- Opening Delimiter -

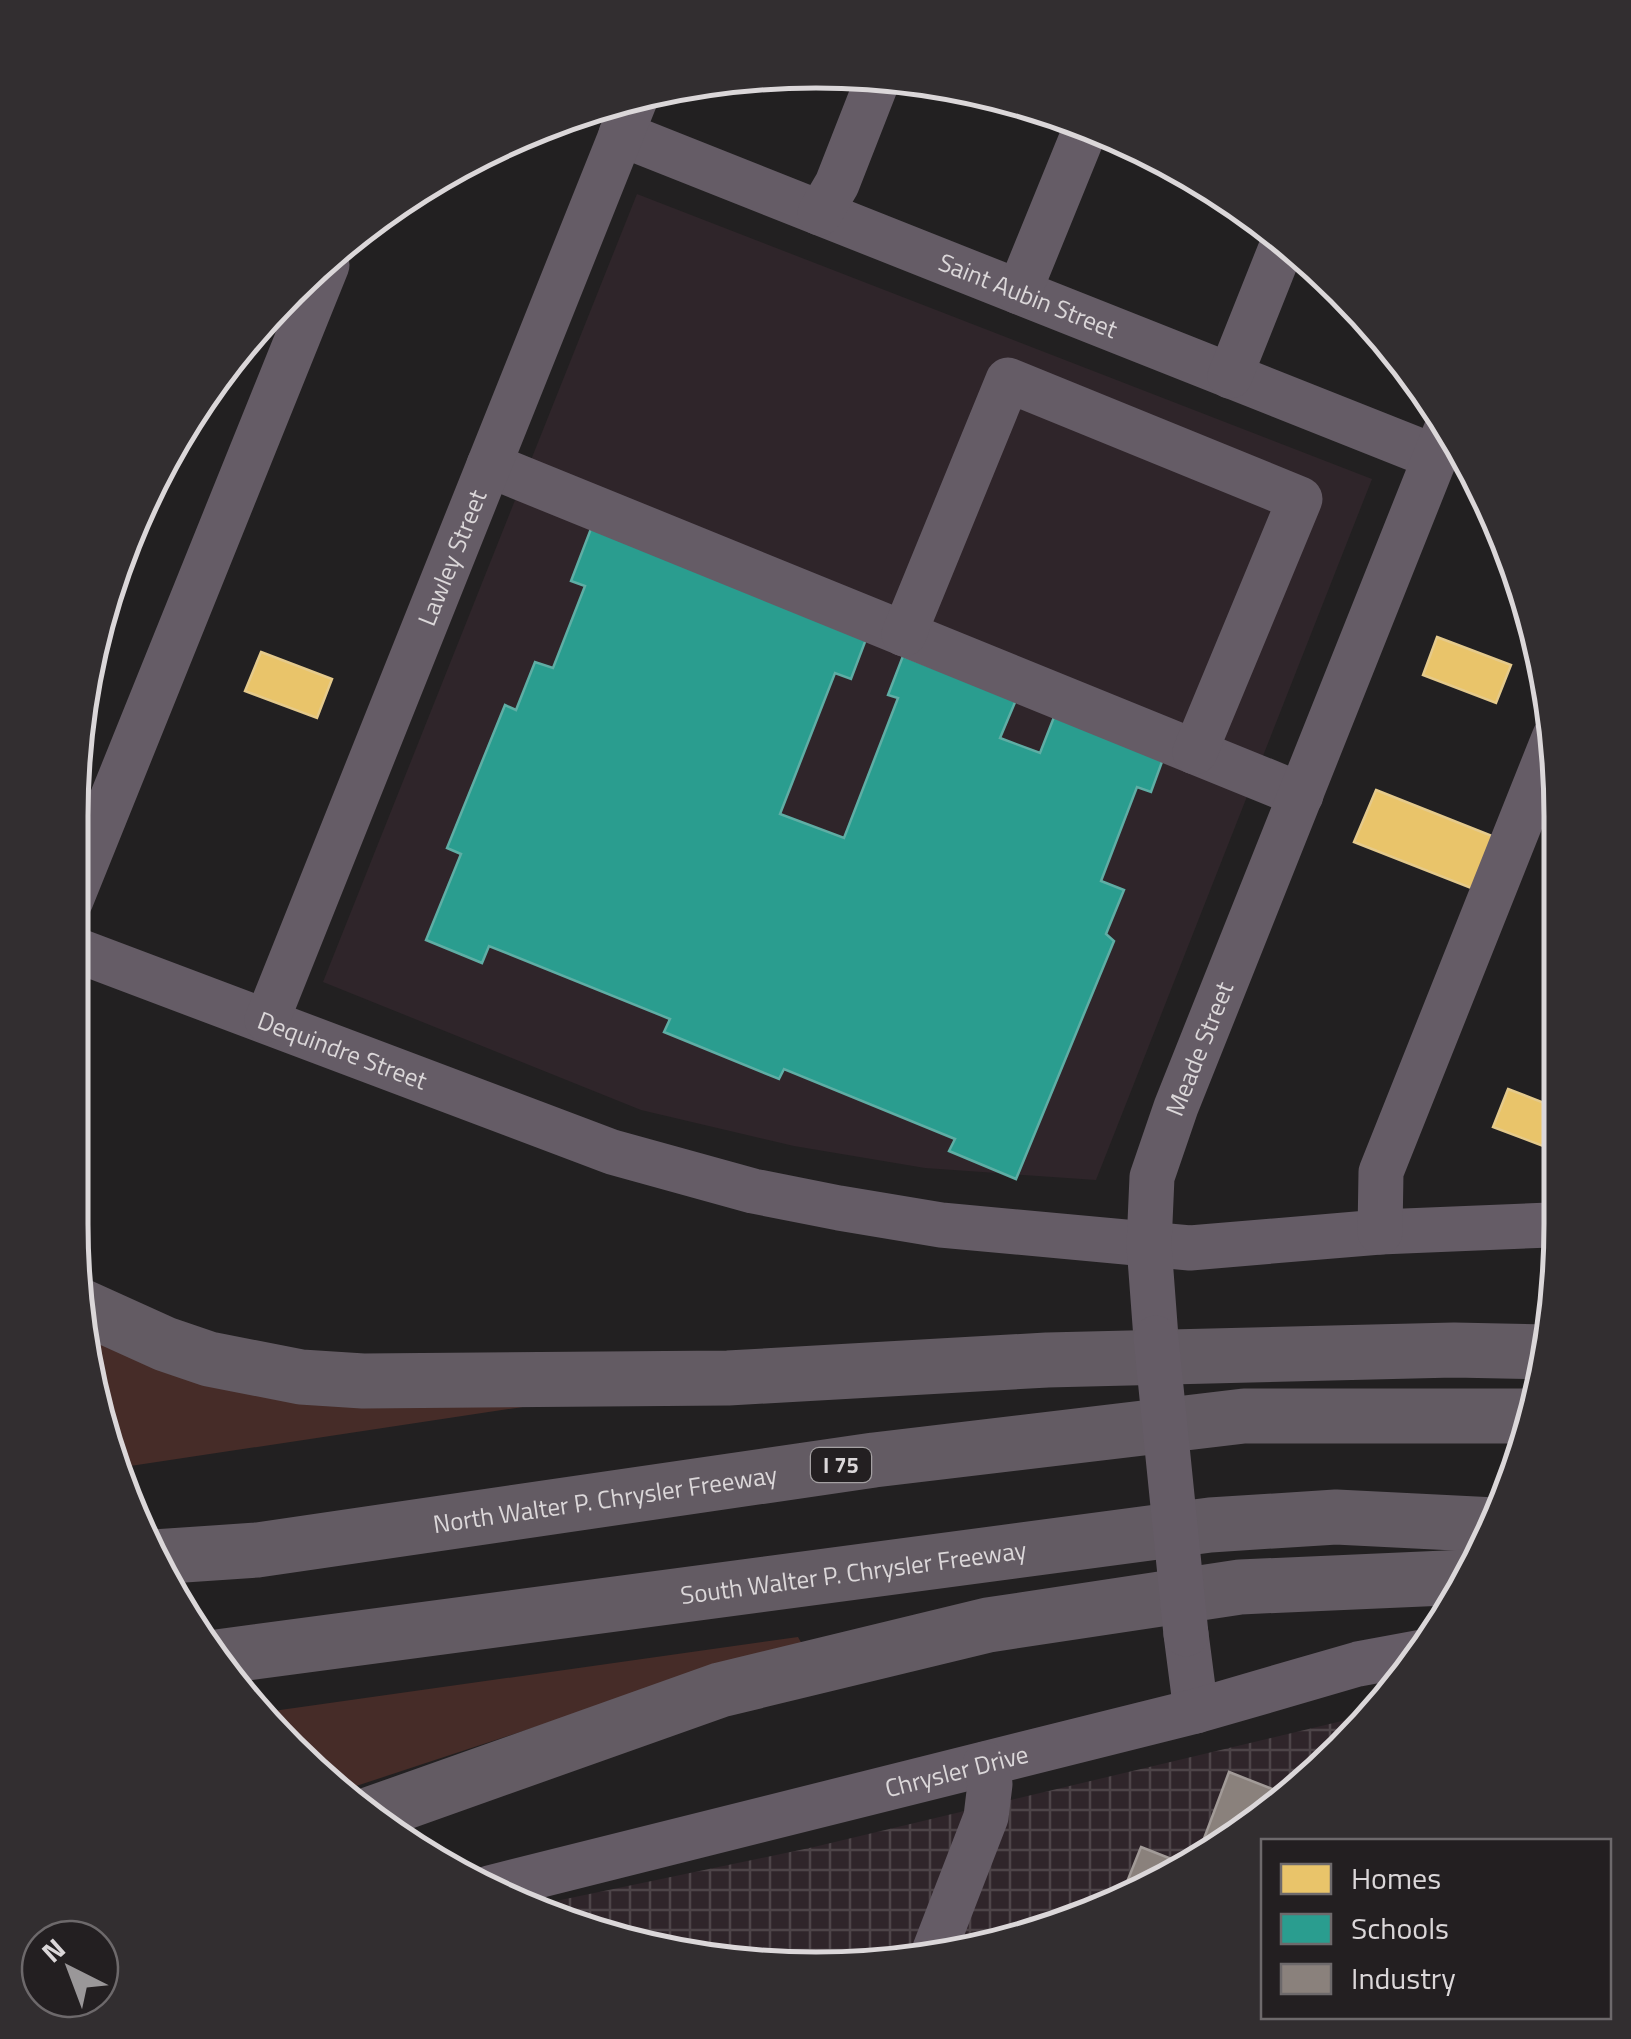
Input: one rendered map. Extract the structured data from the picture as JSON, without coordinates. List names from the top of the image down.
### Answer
{
  "streets": {
    "highway": ["I 75", "North Walter P. Chrysler Freeway", "South Walter P. Chrysler Freeway"],
    "street": [
      "Saint Aubin Street",
      "Lawley Street",
      "Dequindre Street",
      "Meade Street",
      "Chrysler Drive"
    ]
  },
  "crossings": [
    ["Saint Aubin Street", "Lawley Street"],
    ["Lawley Street", "Dequindre Street"],
    ["Dequindre Street", "Meade Street"],
    ["Meade Street", "Chrysler Drive"]
  ],
  "legend": ["Homes", "Schools", "Industry"],
  "north": "top left"
}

- Closing Delimiter -

● **EXERCISE OBJECTIVE**:
Would you copy all of the data exactly? Keep the pictures out of it.

● **WRITTEN SOLUTION**:
Input: one rendered map. Extract the structured data from the picture as JSON, without coordinates. List names from the top of the image down.
### Answer
{
  "streets": {
    "highway": ["I 75", "North Walter P. Chrysler Freeway", "South Walter P. Chrysler Freeway"],
    "street": [
      "Saint Aubin Street",
      "Lawley Street",
      "Dequindre Street",
      "Meade Street",
      "Chrysler Drive"
    ]
  },
  "crossings": [
    ["Saint Aubin Street", "Lawley Street"],
    ["Lawley Street", "Dequindre Street"],
    ["Dequindre Street", "Meade Street"],
    ["Meade Street", "Chrysler Drive"]
  ],
  "legend": ["Homes", "Schools", "Industry"],
  "north": "top left"
}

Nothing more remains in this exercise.